El reconocido abogado penalista y comunista Pedro Limiñana Cañal

poseía un carácter que combinaba personalísimamente expansividad y reserva

Pedro Limiñana, a la derecha de la imagen junto a Arón Cohen (centro) y Joaquín Sagaseta (izquierda).

En cuanto Pedro Limiñana Cañal intervenía en una reunión se ponían de manifiesto las dotes enormes del dirigente que él nunca quiso ser. El abogado penalista y comunista, que falleció en la capital el pasado 29 de mayo a los 73 años, poseía un carácter que combinaba expansividad y reserva. Entre sus amigos queda el recuerdo de un intelectual cuya ausencia deja una terrible sensación de vacío.

Son estas las líneas que, por varios motivos, uno hubiera deseado no tener que escribir jamás. El más evidente, desde luego, es la tristeza que produce perder a alguien con quien, durante medio siglo, constante e ininterrumpidamente, en la proximidad y en el hábito de nuestras comunicaciones a distancia, sostuve una amistad que, dicho sin la menor exageración, se hizo plenamente fraternal. El segundo motivo de recelo es el temor a que, especialmente por tratarse de Pedro Limiñana, las palabras de testimonio que pueda encontrar parezcan simplemente seguir el guión elogioso más frecuente en este tipo de notas; sincero y justificado, seguramente, casi siempre, pero que, tal vez por ello, escapan difícilmente a la reducción del rito.

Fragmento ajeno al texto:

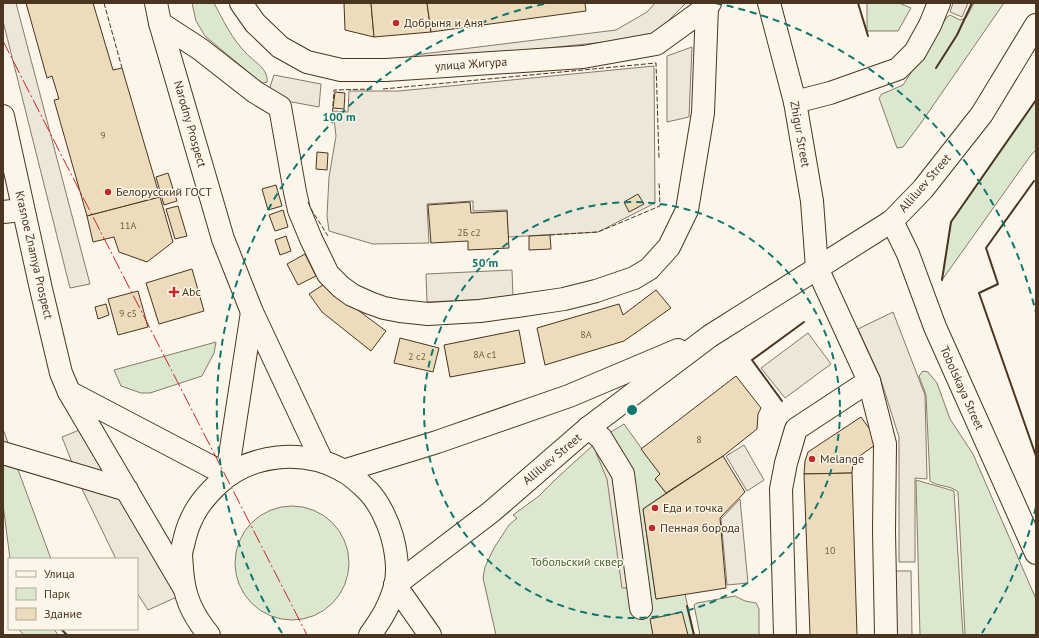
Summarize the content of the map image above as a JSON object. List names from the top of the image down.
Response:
{
  "streets": {
    "main road": [
      "улица Жигура",
      "Narodny Prospect",
      "Zhigur Street",
      "Alliluev Street",
      "Krasnoe Znamya Prospect",
      "Tobolskaya Street"
    ]
  },
  "crossings": [
    ["Zhigur Street", "Alliluev Street"],
    ["Alliluev Street", "Tobolskaya Street"]
  ],
  "parks": ["Тобольский сквер"],
  "places": {
    "other": [
      "Добрыня и Аня",
      "Белорусский ГОСТ",
      "Melange",
      "Еда и точка",
      "Пенная борода"
    ],
    "health": ["Abc"]
  },
  "house_numbers": [
    "9",
    "11А",
    "2Б с2",
    "9 с5",
    "8А",
    "8А с1",
    "2 с2",
    "8",
    "10"
  ],
  "legend": ["Улица", "Парк", "Здание"],
  "rings": ["100 m", "50 m"]
}
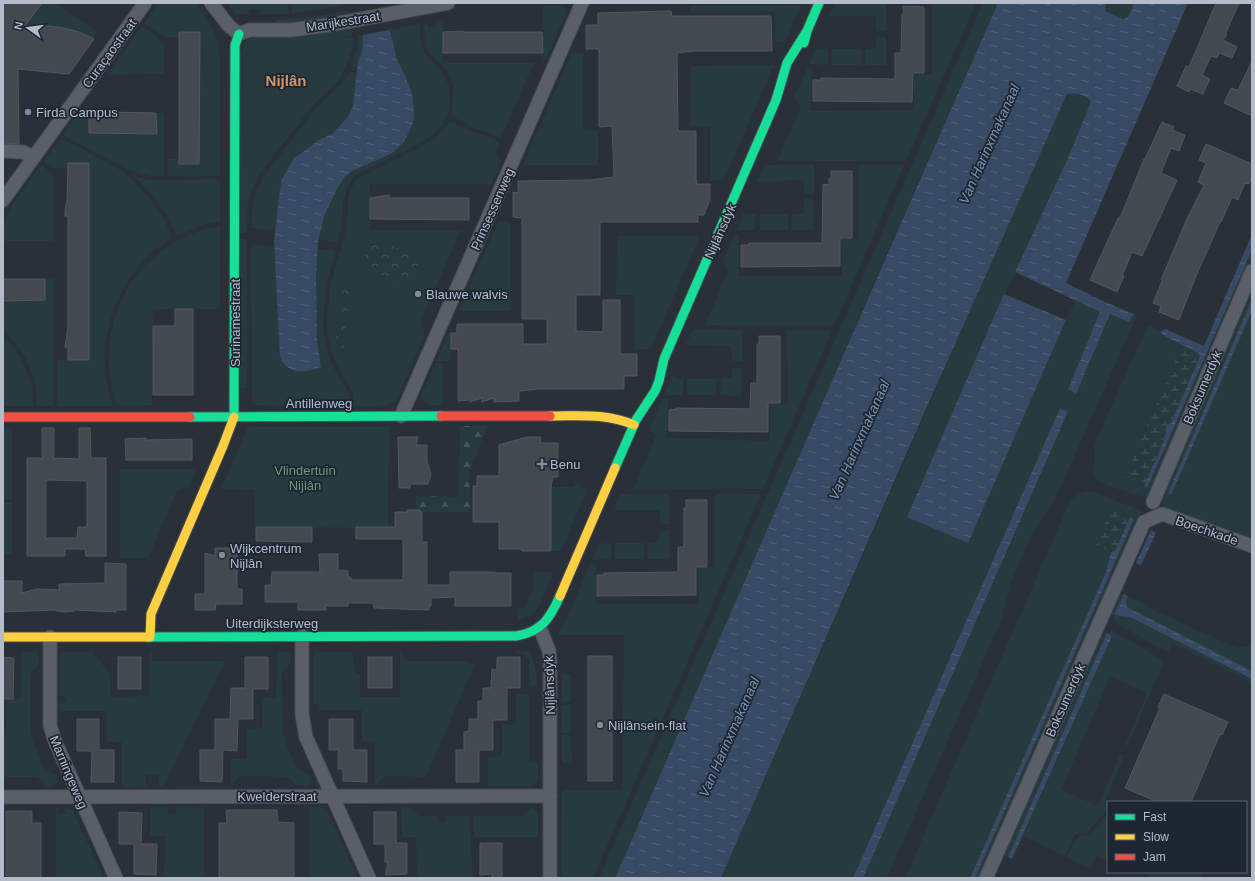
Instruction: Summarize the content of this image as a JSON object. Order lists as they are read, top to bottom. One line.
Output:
{"streets":{"street":["Marijkestraat","Curaçaostraat","Prinsessenweg","Nijlânsdyk","Surinamestraat","Boksumerdyk","Antillenweg","Boechkade","Uiterdijksterweg","Marningeweg","Kwelderstraat"]},"crossings":[["Marijkestraat","Surinamestraat"],["Prinsessenweg","Antillenweg"],["Nijlânsdyk","Antillenweg"],["Nijlânsdyk","Uiterdijksterweg"],["Nijlânsdyk","Kwelderstraat"],["Surinamestraat","Antillenweg"],["Surinamestraat","Uiterdijksterweg"],["Boksumerdyk","Boechkade"],["Uiterdijksterweg","Marningeweg"],["Marningeweg","Kwelderstraat"]],"districts":["Nijlân"],"water":["Van Harinxmakanaal"],"parks":["Vlindertuin Nijlân"],"places":{"other":["Firda Campus","Blauwe walvis","Wijkcentrum Nijlân","Nijlânsein-flat"],"health":["Benu"]},"legend":["Fast","Slow","Jam"],"north":"left"}
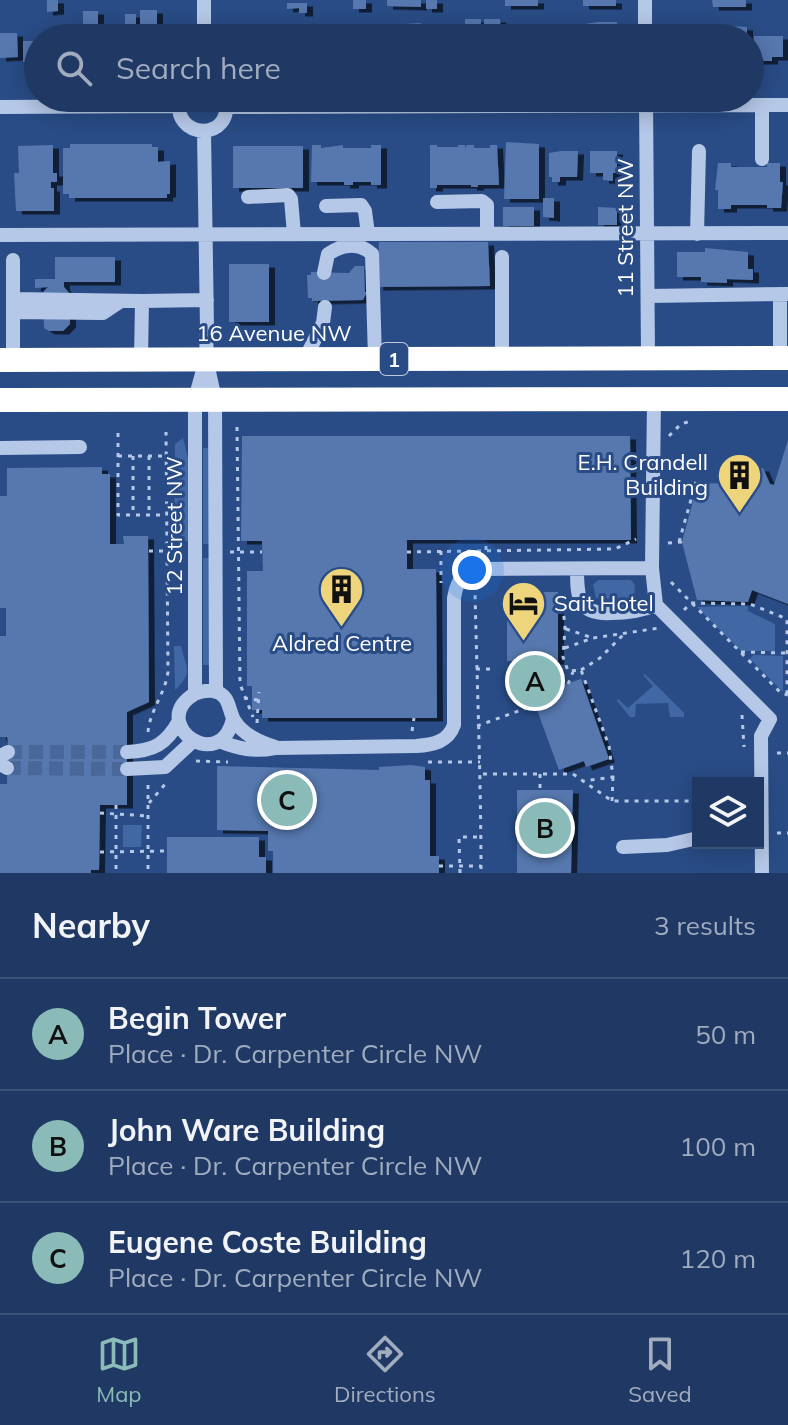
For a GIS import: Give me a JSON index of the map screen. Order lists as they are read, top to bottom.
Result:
{
  "streets": {
    "highway": ["16 Avenue NW", "1"],
    "street": ["11 Street NW", "12 Street NW"]
  },
  "crossings": [
    ["11 Street NW", "16 Avenue NW"],
    ["16 Avenue NW", "12 Street NW"],
    ["1", "12 Street NW"]
  ],
  "places": {
    "building": ["E.H. Crandell Building", "Aldred Centre"],
    "hotel": ["Sait Hotel"]
  },
  "page": {
    "search": "Search here",
    "pins": ["A", "C", "B"],
    "heading": ["Nearby", "3 results"],
    "list": [
      {
        "mark": "A",
        "name": "Begin Tower",
        "note": "Place · Dr. Carpenter Circle NW",
        "value": "50 m"
      },
      {
        "mark": "B",
        "name": "John Ware Building",
        "note": "Place · Dr. Carpenter Circle NW",
        "value": "100 m"
      },
      {
        "mark": "C",
        "name": "Eugene Coste Building",
        "note": "Place · Dr. Carpenter Circle NW",
        "value": "120 m"
      }
    ],
    "nav": ["Map", "Directions", "Saved"]
  }
}
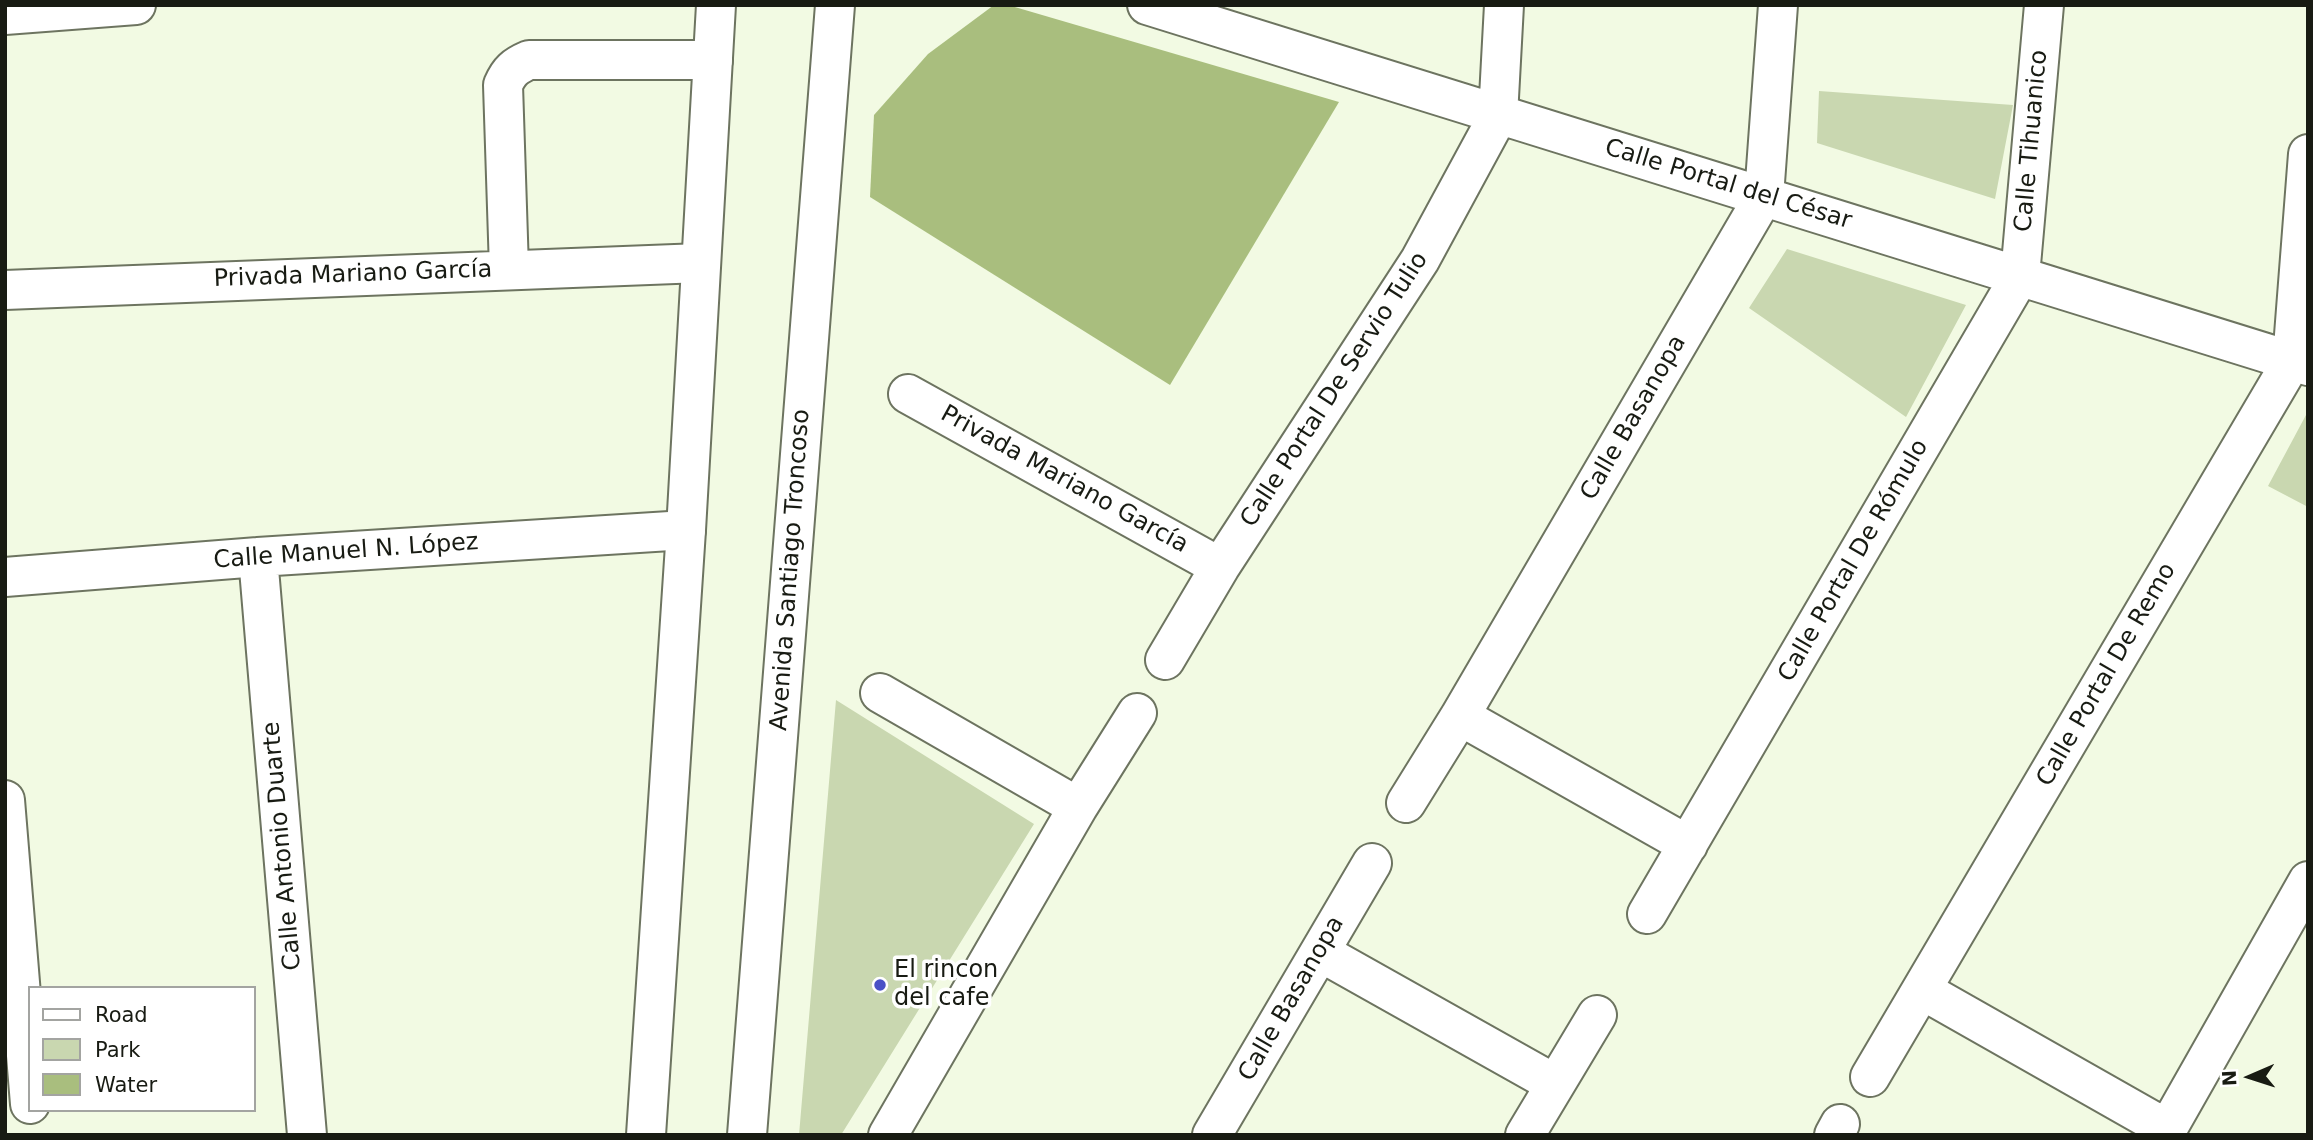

Además, cuantos tuvimos la suerte de tratarle, tenemos pruebas sobradas de su proverbial discreción y su muy sentida aversión al halago. Por ello, inevitablemente, recordarle aquí me deja una incómoda sensación de «traición» a ese rasgo permanente de su carácter.

Compañero de ideales, combates y no pocos viajes; amigo siempre, hermano de hecho. La ciudad de Granada, su universidad, las agitaciones estudiantiles de los últimos años de dictadura y después el PCE nos acercaron. Unos años mayor que yo, a mis oídos habían llegado referencias de él antes de que nos conociéramos. De un carácter que combinaba personalísimamente expansividad y reserva, no podía pasar desapercibido. En su caso, las primeras impresiones que inspiraba no engañaban en absoluto. Con el transcurso de los años, se confirmaron con creces y se reforzaron. Inteligencia, valentía, preparación, finura de análisis; claridad, brillantez y rigor de sus exposiciones; sencillez y un enorme caudal de simpatía hacían de Pedro Limiñana una persona absolutamente entrañable, mucho más allá de cualquier círculo de afinidad ideológica. Hombre de probadas convicciones comunistas, continua e inseparablemente alimentadas con la reflexión y el estudio. Hasta el final. Sin concesiones a dictados y modas sobre «lo correcto». Tampoco a ningún modo sectario ni a sus sujeciones a cualquier mal entendido principio de jerarquía. Son éstas, huelga decirlo, servidumbres clásicas de tantas organizaciones (¡no solo políticas ni únicamente comunistas!), con razón denunciadas a veces; y, también, componentes frecuentes de los relatos de ex comunistas reacomodados en otras capillas. En Perico, se trataba exactamente de lo contrario: fue siempre un hombre crítico por ser comunista. Lector insaciable, conocía perfectamente la materia de la que hablara. No se prodigaba en las reuniones, pero sus intervenciones no dejaban nunca indiferente. Enseguida se ponían de manifiesto las dotes enormes del dirigente que él nunca quiso ser.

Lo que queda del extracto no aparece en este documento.